(Collected data)
--- --- ---
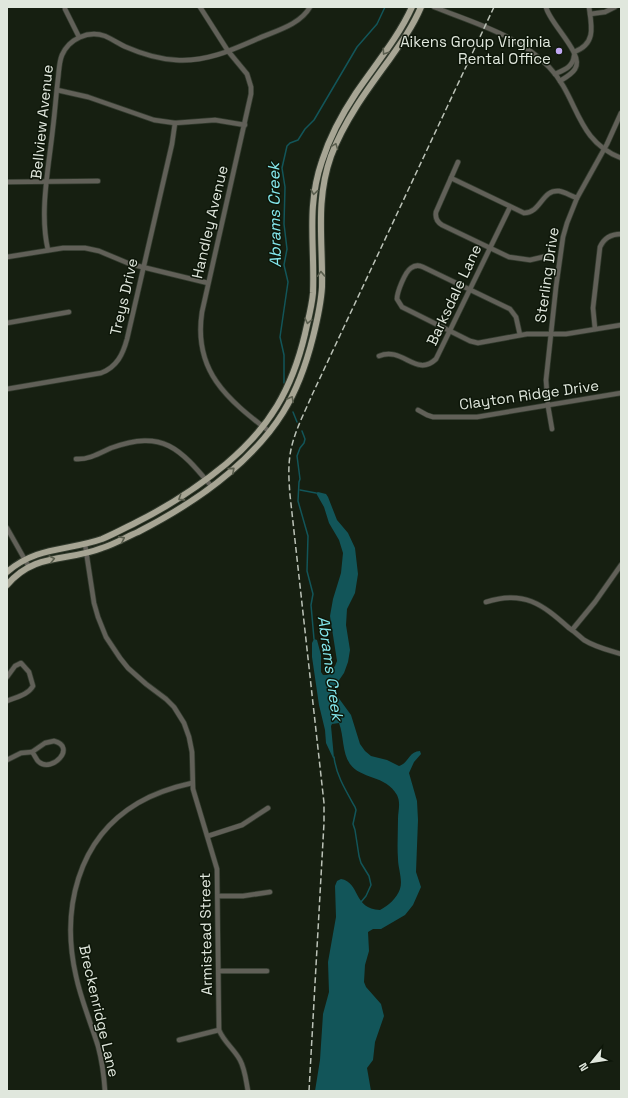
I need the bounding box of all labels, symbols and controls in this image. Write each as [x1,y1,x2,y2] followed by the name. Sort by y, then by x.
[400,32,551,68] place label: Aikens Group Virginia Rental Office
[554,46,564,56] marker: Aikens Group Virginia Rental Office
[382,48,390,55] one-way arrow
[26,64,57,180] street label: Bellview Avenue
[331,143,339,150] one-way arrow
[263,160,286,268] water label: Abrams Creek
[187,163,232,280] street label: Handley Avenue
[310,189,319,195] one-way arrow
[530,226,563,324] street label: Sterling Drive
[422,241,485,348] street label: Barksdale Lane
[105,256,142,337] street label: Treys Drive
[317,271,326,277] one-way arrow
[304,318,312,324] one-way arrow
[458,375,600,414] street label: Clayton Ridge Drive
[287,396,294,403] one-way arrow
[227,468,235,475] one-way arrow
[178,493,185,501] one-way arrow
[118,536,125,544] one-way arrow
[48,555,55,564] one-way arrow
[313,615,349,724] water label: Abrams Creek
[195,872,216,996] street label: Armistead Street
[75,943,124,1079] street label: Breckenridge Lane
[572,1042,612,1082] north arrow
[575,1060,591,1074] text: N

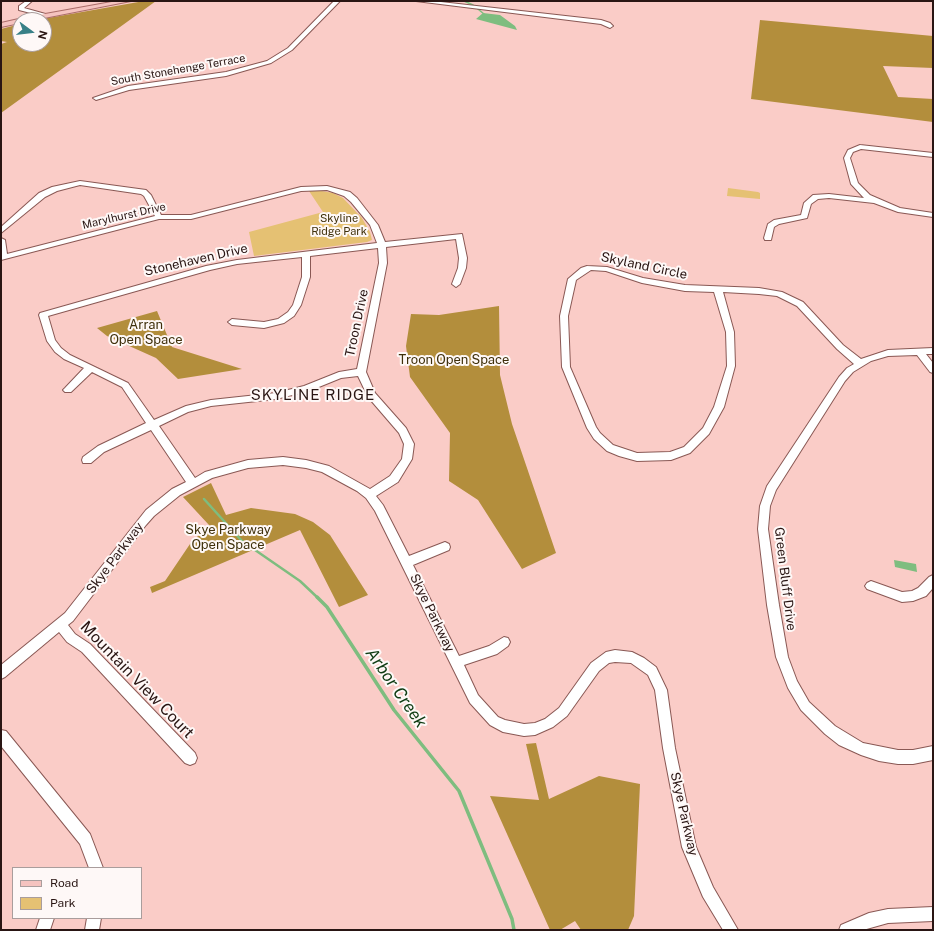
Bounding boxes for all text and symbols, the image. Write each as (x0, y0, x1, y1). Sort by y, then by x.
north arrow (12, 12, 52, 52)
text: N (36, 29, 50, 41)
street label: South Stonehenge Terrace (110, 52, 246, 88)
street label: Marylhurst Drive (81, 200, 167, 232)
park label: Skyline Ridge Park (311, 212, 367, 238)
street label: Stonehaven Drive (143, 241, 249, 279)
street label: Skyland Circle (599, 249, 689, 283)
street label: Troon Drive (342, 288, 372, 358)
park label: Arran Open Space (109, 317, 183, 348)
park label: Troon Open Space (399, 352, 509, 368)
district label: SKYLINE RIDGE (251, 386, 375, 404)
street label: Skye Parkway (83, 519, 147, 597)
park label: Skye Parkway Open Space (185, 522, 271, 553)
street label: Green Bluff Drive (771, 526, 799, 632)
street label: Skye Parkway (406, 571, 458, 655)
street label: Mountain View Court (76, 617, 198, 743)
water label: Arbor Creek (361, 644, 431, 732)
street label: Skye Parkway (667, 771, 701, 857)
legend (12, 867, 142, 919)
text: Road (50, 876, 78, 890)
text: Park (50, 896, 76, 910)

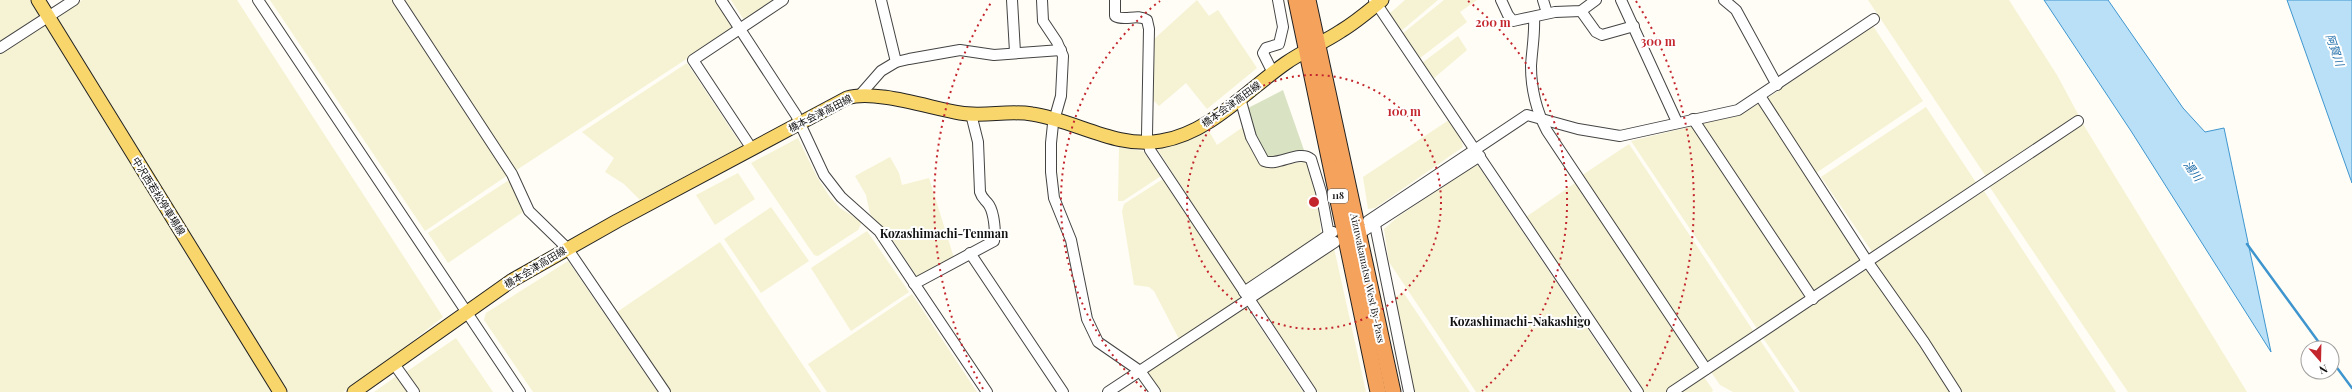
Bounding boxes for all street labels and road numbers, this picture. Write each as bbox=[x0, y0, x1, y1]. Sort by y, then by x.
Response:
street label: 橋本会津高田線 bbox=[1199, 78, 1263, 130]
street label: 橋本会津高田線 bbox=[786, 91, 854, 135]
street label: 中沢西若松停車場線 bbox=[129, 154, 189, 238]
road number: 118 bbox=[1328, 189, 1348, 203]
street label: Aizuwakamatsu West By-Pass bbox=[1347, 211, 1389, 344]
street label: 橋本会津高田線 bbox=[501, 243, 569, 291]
--- --- ---
INSTRUCTIONS FOR THE TASK: Before copying the data, remove the pictures. Then repeat the rest exactly.

RESPONSE TO THE EXERCISE:
I need the bounding box of all labels, symbols and controls in this image. Write each as [x1,y1,x2,y2] followed by the name. Sort by y, then by x.
[400,32,551,68] place label: Aikens Group Virginia Rental Office
[554,46,564,56] marker: Aikens Group Virginia Rental Office
[382,48,390,55] one-way arrow
[26,64,57,180] street label: Bellview Avenue
[331,143,339,150] one-way arrow
[263,160,286,268] water label: Abrams Creek
[187,163,232,280] street label: Handley Avenue
[310,189,319,195] one-way arrow
[530,226,563,324] street label: Sterling Drive
[422,241,485,348] street label: Barksdale Lane
[105,256,142,337] street label: Treys Drive
[317,271,326,277] one-way arrow
[304,318,312,324] one-way arrow
[458,375,600,414] street label: Clayton Ridge Drive
[287,396,294,403] one-way arrow
[227,468,235,475] one-way arrow
[178,493,185,501] one-way arrow
[118,536,125,544] one-way arrow
[48,555,55,564] one-way arrow
[313,615,349,724] water label: Abrams Creek
[195,872,216,996] street label: Armistead Street
[75,943,124,1079] street label: Breckenridge Lane
[572,1042,612,1082] north arrow
[575,1060,591,1074] text: N

Bounding boxes for all text and symbols, the image. Write each as (x0, y0, x1, y1). Sort by y, then by x.
north arrow (12, 12, 52, 52)
text: N (36, 29, 50, 41)
street label: South Stonehenge Terrace (110, 52, 246, 88)
street label: Marylhurst Drive (81, 200, 167, 232)
park label: Skyline Ridge Park (311, 212, 367, 238)
street label: Stonehaven Drive (143, 241, 249, 279)
street label: Skyland Circle (599, 249, 689, 283)
street label: Troon Drive (342, 288, 372, 358)
park label: Arran Open Space (109, 317, 183, 348)
park label: Troon Open Space (399, 352, 509, 368)
district label: SKYLINE RIDGE (251, 386, 375, 404)
street label: Skye Parkway (83, 519, 147, 597)
park label: Skye Parkway Open Space (185, 522, 271, 553)
street label: Green Bluff Drive (771, 526, 799, 632)
street label: Skye Parkway (406, 571, 458, 655)
street label: Mountain View Court (76, 617, 198, 743)
water label: Arbor Creek (361, 644, 431, 732)
street label: Skye Parkway (667, 771, 701, 857)
legend (12, 867, 142, 919)
text: Road (50, 876, 78, 890)
text: Park (50, 896, 76, 910)

Bounding boxes for all street labels and road numbers, this picture. Write each as bbox=[x0, y0, x1, y1]. Sort by y, then by x.
Response:
street label: 橋本会津高田線 bbox=[1199, 78, 1263, 130]
street label: 橋本会津高田線 bbox=[786, 91, 854, 135]
street label: 中沢西若松停車場線 bbox=[129, 154, 189, 238]
road number: 118 bbox=[1328, 189, 1348, 203]
street label: Aizuwakamatsu West By-Pass bbox=[1347, 211, 1389, 344]
street label: 橋本会津高田線 bbox=[501, 243, 569, 291]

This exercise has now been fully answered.